** Entries provided follows **
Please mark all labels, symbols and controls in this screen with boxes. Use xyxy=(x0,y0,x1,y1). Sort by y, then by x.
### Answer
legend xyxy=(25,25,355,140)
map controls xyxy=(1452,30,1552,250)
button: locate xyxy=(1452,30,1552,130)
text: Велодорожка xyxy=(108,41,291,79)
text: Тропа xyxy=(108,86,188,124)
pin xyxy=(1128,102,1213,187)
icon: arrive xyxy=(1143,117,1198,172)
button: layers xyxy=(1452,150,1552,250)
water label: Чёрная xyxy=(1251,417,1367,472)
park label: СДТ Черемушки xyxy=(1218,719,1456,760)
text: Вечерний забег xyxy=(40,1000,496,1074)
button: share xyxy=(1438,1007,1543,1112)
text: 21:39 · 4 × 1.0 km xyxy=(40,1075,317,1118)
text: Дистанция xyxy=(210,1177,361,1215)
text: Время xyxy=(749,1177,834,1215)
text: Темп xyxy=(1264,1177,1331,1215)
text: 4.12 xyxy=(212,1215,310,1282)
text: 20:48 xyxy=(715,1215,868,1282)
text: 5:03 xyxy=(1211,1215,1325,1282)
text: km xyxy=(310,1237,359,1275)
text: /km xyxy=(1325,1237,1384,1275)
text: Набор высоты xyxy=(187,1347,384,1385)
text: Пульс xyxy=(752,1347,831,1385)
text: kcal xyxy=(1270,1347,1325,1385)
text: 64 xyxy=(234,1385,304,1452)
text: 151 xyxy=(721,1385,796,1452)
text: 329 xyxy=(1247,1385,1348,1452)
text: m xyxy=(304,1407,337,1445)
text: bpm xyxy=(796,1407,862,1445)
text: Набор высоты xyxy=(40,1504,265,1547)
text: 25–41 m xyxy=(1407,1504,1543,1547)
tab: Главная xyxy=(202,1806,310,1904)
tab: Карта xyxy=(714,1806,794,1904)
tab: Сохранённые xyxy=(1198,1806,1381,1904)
** End of Entries provided **
§ **What this task involves**:
Exactly as they appear above, set down all of the records once more.

§ **Reply**:
Please mark all labels, symbols and controls in this screen with boxes. Use xyxy=(x0,y0,x1,y1). Sort by y, then by x.
### Answer
legend xyxy=(25,25,355,140)
map controls xyxy=(1452,30,1552,250)
button: locate xyxy=(1452,30,1552,130)
text: Велодорожка xyxy=(108,41,291,79)
text: Тропа xyxy=(108,86,188,124)
pin xyxy=(1128,102,1213,187)
icon: arrive xyxy=(1143,117,1198,172)
button: layers xyxy=(1452,150,1552,250)
water label: Чёрная xyxy=(1251,417,1367,472)
park label: СДТ Черемушки xyxy=(1218,719,1456,760)
text: Вечерний забег xyxy=(40,1000,496,1074)
button: share xyxy=(1438,1007,1543,1112)
text: 21:39 · 4 × 1.0 km xyxy=(40,1075,317,1118)
text: Дистанция xyxy=(210,1177,361,1215)
text: Время xyxy=(749,1177,834,1215)
text: Темп xyxy=(1264,1177,1331,1215)
text: 4.12 xyxy=(212,1215,310,1282)
text: 20:48 xyxy=(715,1215,868,1282)
text: 5:03 xyxy=(1211,1215,1325,1282)
text: km xyxy=(310,1237,359,1275)
text: /km xyxy=(1325,1237,1384,1275)
text: Набор высоты xyxy=(187,1347,384,1385)
text: Пульс xyxy=(752,1347,831,1385)
text: kcal xyxy=(1270,1347,1325,1385)
text: 64 xyxy=(234,1385,304,1452)
text: 151 xyxy=(721,1385,796,1452)
text: 329 xyxy=(1247,1385,1348,1452)
text: m xyxy=(304,1407,337,1445)
text: bpm xyxy=(796,1407,862,1445)
text: Набор высоты xyxy=(40,1504,265,1547)
text: 25–41 m xyxy=(1407,1504,1543,1547)
tab: Главная xyxy=(202,1806,310,1904)
tab: Карта xyxy=(714,1806,794,1904)
tab: Сохранённые xyxy=(1198,1806,1381,1904)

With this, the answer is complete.